Tammy took over the care of the patient as Erin moved to the next bay. She parted the curtains to see Dr Chapman standing by the bedside of a young child with his mother. ‘Oh, sorry,’ Erin said. ‘My patient must have been moved into another bay.’
Eamon gave her a formal smile which Erin suspected was for the sake of the patient. ‘Mrs Forster has been taken for a CT scan. This is Hamish, and his mother, Karen Young. Hamish here has had a persistent discharge from his right nostril for about a week, but this morning the discharge was blood-stained. We were about to have a look inside, weren’t we, Hamish? You don’t mind if Dr Taylor watches, do you? I bet she’s never seen a braver young man around here.’
The young boy of about three stared wide-eyed but trustingly at Eamon, who picked up a nasal speculum and bright light. Erin was privately a little impressed at how biddable the child became under Eamon’s care. She’d had a child with a foreign object up its nose only a month ago, and the floor above had heard its screams when she had tried to retrieve it. In the end she had handed the case over to the ear, nose and throat surgeon who had removed a plastic bead under general anaesthesia.
‘There,’ Eamon said as he showed the child and his mother the bright blue bead he had found. ‘You were a champion, Hamish.

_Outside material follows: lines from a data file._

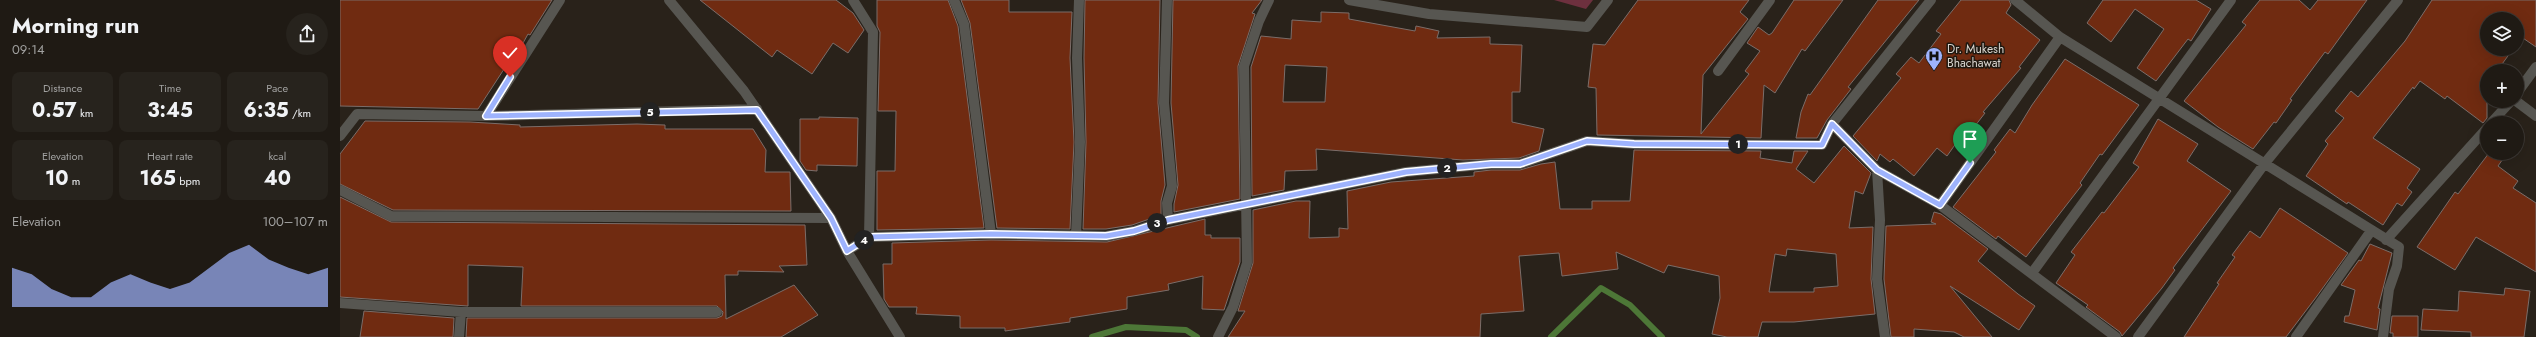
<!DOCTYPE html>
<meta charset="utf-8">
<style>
:root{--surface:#1f1a14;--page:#27231d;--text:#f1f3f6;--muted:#a1a1a0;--line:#3c3834;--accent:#9eb3fd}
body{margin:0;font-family:Jost,sans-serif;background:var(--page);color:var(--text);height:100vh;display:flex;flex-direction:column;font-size:15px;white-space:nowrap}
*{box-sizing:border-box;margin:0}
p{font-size:13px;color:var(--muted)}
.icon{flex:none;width:22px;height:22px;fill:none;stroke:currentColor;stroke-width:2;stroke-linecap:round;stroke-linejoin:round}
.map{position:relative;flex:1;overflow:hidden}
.panel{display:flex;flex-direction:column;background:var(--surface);width:340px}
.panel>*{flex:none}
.fabs{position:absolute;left:2140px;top:12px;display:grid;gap:8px}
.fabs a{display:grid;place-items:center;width:44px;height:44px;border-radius:50%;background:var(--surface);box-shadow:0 4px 16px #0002,0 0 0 1px var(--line);font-size:20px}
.pin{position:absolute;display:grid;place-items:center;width:34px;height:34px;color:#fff;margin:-41px -17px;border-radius:50% 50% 50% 0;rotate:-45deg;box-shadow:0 0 4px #0007}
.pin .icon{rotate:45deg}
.km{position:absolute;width:20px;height:20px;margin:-10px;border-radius:50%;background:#222;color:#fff;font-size:11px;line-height:20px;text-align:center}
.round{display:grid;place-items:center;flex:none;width:42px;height:42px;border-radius:21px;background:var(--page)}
.summary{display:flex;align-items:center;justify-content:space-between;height:68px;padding:0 12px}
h1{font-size:22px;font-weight:700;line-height:30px}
.stats{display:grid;grid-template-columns:repeat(3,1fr);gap:6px;height:68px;padding:4px 12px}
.stats div{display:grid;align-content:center;border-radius:8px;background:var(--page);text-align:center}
.stats b{font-size:20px;font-weight:700}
.stats small{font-size:11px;font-weight:400}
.stats p{font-size:11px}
.chart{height:112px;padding:8px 12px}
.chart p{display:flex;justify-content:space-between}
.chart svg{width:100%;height:72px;margin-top:4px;fill:var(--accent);opacity:.7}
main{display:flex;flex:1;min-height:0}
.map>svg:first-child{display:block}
.green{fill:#6d303e}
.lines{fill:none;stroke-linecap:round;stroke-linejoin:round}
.stream{stroke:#4d7737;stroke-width:6}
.building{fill:#702b11;stroke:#7b6d69;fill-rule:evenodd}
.minor{stroke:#575651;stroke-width:10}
.route-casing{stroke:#fff;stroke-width:8}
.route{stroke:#9eb3fd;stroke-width:5}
.labels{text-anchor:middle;stroke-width:3;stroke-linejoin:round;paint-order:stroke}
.poi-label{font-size:12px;fill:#d9d5cf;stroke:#1f1911;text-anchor:start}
</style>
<main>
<section class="panel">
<div class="summary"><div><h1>Morning run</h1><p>09:14</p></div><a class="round"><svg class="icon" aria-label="share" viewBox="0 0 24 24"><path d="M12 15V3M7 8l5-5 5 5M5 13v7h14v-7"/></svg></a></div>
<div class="stats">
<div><p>Distance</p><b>0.57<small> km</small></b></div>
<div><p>Time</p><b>3:45</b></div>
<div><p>Pace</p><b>6:35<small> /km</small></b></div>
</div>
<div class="stats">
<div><p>Elevation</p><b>10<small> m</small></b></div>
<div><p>Heart rate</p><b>165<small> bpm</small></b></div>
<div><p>kcal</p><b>40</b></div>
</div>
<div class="chart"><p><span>Elevation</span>100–107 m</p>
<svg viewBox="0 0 160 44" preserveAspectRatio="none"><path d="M0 44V20L10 24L20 33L30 38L40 38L50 29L60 24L70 29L80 33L90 29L100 20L110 11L120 6L130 15L140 20L150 24L160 20V44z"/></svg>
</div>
</section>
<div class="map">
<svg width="2196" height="337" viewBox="0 0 2196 337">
<rect width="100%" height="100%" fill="#29221a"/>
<path class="green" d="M1214 0H1253L1246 9Z"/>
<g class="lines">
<path class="stream" d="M752 337 786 327 846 330 857 337
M1211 337 1261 288 1290 305 1322 337"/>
</g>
<path class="building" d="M0 0H212L190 35 188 34 171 65 168 63 138 109 0 106Z
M360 0H496L513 13 524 30 508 53 493 43 472 74 437 50 432 57Z
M537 0H608L618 26 644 228 537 230V171H555L556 111H538L540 32 537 26Z
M621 0H669V12H732L730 58 734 142 730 229 657 228 630 23Z
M745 0H820L818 103 825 185 821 201V215L792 225 766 229H743L746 142 744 58Z
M833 0H922L912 13 915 14 898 66 900 199 834 212V204L838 185 831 103Z
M1298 0H1409L1400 12 1408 19 1363 75 1361 134 1409 74 1405 71 1420 51 1407 43 1418 27 1429 35 1432 33 1454 0H1503L1465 51 1462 49 1435 93 1424 85 1421 138 1257 135 1256 88 1248 87 1253 44 1265 45Z
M1538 0H1579L1508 87 1511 89 1487 120 1477 138H1456L1461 112 1468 94 1470 95Z
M1621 0H1669L1671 5 1666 13 1700 40 1679 67 1681 68 1643 112 1645 113 1628 135 1624 132 1607 156 1597 148 1574 176 1553 159 1550 162 1540 154 1537 161 1513 136 1561 78 1556 74 1571 57 1579 63 1601 34 1596 31Z
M1763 0H1856L1871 9 1851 41 1848 39 1816 81 1797 68 1824 29 1795 9 1771 42 1747 23Z
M1920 0H1959L1970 10 1978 0H2027L1988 54 1985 52 1950 99 1952 100 1936 123 1934 122 1913 149 1878 127 1844 101 1906 25 1902 22Z
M2092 0H2196V47L2177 34V19H2147V49H2173L2157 71H2147V118L2143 123 2107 96 2105 99 2080 81 2074 89 2073 87 2033 138 2080 169 2067 188 2072 192 2062 206 2057 203 2043 225 2008 202 2007 204 1966 176 1988 144 1985 141 2004 118 1995 111 2011 91 2018 97 2065 41Z
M981 12 1009 13V19L1075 31 1076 26 1099 31 1097 38 1150 37V44L1182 45 1180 92H1172V122L1204 129 1199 151 1179 158 1123 160 976 149 977 170 945 171 944 190 912 196 911 67 921 36 951 39 952 20 981 22ZM945 65 987 67 985 102H943Z
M1725 59 1799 105 1762 155 1760 154 1740 183 1742 185 1686 257 1658 236 1656 239 1613 207 1656 152 1654 150 1670 129 1675 133 1692 105Z
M479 117 518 118 517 166 477 165V171L466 170 460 161V119H479Z
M1818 119 1858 144 1847 161 1891 191 1833 268 1835 270 1822 288 1782 336 1780 332 1746 307 1748 305 1716 283 1735 255 1731 252 1762 212 1764 213 1799 167 1793 163Z
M25 121 130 122 180 125V127L297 124 325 125V129H413L426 150 425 172H450L451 211 53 210 0 184V154Z
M1504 146 1531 173 1523 194 1515 191 1509 228 1533 227 1531 279 1535 314 1454 322H1422L1418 337H1387L1372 334 1380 298 1379 276 1328 265 1324 273 1276 252 1278 269 1222 276 1219 253 1179 256 1184 311 1141 314 1140 337H888L905 311H898L913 263V210L956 201H970L969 238 999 237V228L1008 229 1007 191 1051 182 1134 176V172L1151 170H1180L1201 164 1215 162 1220 209H1252V201H1290L1294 150 1421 151 1420 158 1452 163 1454 151H1468L1456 169 1474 183ZM1447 249 1496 254 1498 286 1474 288V292H1429L1435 254 1446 256Z
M2149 153H2167L2158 166 2178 181 2173 188 2196 203V272L2136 237 2115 270 2077 247 2115 192 2118 194Z
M0 197 51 222 465 225 467 265 439 266 444 272 398 271V275H385L386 319 454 285 478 315 441 337H126L127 318H377L382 316 383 312 377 306H181L183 267 128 265V306L0 297Z
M1940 208 2008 253 1977 296 1946 337H1844L1879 284 1877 283 1895 257 1892 255 1910 231 1920 238Z
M1594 212 1601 214 1648 249 1638 261 1678 294 1695 306 1679 330 1610 286 1652 337H1624L1614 332 1574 329V337H1551L1544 279 1546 226 1596 224 1591 222Z
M865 219V235H871V238H900V262L884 310 862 309 863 276 828 284 829 290 787 297V309L730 318V322L665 331V328H620V316L576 314 577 307H549L544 299 543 264H552V243L651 240 767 242Z
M2030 244 2052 253 2038 308 2040 309 2037 330 2004 322 2005 316H2009L2015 290 2001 285 2019 260 2021 261Z
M2165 288 2190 291 2184 337H2131V332L2081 330 2083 309 2118 311 2119 291 2164 295Z
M24 311 114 318 113 337H20Z
M2052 316H2078V337H2053V333H2050Z"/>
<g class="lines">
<path class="minor" d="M329 0 404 91 491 218 507 251 560 337
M614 0 624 24 651 234
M827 0 824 103 832 186 827 203 828 220
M1009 0 1089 14 1247 27 1268 0
M1675 0 1720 37 2059 247 2057 266 2049 289 2043 337
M1378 71 1430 0
M2177 93 2196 67
M2176 101 2196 116
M146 116 220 0
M2151 123 2171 101
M1492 124 1537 170 1600 205 1776 337
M0 136 17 114 146 116 417 109
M1537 170 1540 220 1537 279 1545 337
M0 190 51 216 491 218
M1600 205 1720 37
M736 235 740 142 737 58 739 0
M529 237 651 234 767 236 794 231 828 220 1066 172 1151 164H1180L1247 141 1294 144 1482 145 1492 124 1591 0
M2046 240 2147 128
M507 251 529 237 533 32 513 0
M1692 273 1891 0
M0 303 121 312H377
M119 337 121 312
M878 337 893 307 907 263 904 66 919 21 929 0
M1798 337 1925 163 2058 0
M1956 337 2031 231"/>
</g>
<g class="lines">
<defs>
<path id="route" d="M170 77 146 116 417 110 491 218 507 251 529 237 651 234 766 236 794 231 828 220 1066 172 1151 164H1180L1247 141 1294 144 1482 145 1492 124 1537 170 1600 205 1630 163"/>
</defs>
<use href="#route" class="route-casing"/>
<use href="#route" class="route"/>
</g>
<defs>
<symbol id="hospital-pin" viewBox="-11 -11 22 30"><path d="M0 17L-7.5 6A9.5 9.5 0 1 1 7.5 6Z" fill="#9eb3fd" stroke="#1f1911"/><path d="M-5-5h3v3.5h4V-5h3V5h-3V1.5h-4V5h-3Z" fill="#111"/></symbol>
</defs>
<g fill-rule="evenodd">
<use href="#hospital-pin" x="1584" y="46" width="20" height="27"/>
</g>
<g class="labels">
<g class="poi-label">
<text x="1607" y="53">Dr. Mukesh<tspan x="1607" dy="14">Bhachawat</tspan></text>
</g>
</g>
</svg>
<div class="fabs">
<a><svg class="icon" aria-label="layers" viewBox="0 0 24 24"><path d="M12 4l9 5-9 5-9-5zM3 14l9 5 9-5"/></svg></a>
<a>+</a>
<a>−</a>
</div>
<div class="pin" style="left:1630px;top:163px;background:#1e9e55"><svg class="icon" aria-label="arrive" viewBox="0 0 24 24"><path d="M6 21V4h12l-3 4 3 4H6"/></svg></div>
<div class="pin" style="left:170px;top:77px;background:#d93025"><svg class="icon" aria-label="check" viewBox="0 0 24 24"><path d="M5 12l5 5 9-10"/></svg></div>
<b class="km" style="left:1398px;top:144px">1</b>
<b class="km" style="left:1107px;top:168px">2</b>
<b class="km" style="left:817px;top:223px">3</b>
<b class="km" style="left:524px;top:240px">4</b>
<b class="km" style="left:310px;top:112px">5</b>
</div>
</main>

I’ve seen kids twice your age who would have screamed the place down.’
‘Weally?’ Hamish asked, still a little bug-eyed.
‘You betcha,’ Eamon said, and then he turned and winked at the young mother. ‘You can take him home now, Mrs Young. He’s good to go. Just put the ointment Nurse will get for you up his nostril three times a day, and massage it in a bit, until you’ve finished the whole tube.’
Once the young mother and her son had left, Eamon turned to Erin. ‘I’d like a word with you if you are free, Dr Taylor.’
Erin gave him a wary look. ‘I have a patient who should be back from X-ray by now.’
‘That would be Mr Aston next door?’ he asked.
She flattened her mouth at his expression. ‘I thought the plan was to have some sort of continuity of care around here,’ she said, keeping her voice down in case the patient had returned. ‘If I go off for a lengthy discussion with you, who’s going to follow up Mr Aston?’
‘Meet me in my office once you have finished assessing him,’ he said, pushing the curtains aside. ‘Unless, of course, anything urgent comes in.’
Erin blew out a breath once he moved past. It would be just her luck that today would be one of those quiet days, leaving her with no excuse to avoid another confrontation with him.
Mr Aston was being wheeled back to the examination bay when Erin returned, after responding to an HMO’s phone call about another patient who had been admitted the day before.
Mr Aston’s urine sample was positive for blood and his X-ray almost certainly showed a stone at the end of the right ureter. Erin ordered a rapid-sequence urinarytract CT, which confirmed the finding, and she explained the results to the patient and his wife. ‘You have renal colic, Mr Aston, which basically means you have a kidney stone. Very often stones pass spontaneously, but occasionally they don’t.’
‘What happens then?’ Mrs Aston asked.
‘If the stone doesn’t pass, it may have to be removed under anaesthesia. We’d get a urologist to see you to do a cystoscopy—put a camera up the front passage into the bladder—and use a wire basket to grab the stone and pull it out.’
‘Oh dear, it sounds horribly painful,’ Mrs Aston said, grasping her husband’s hand again.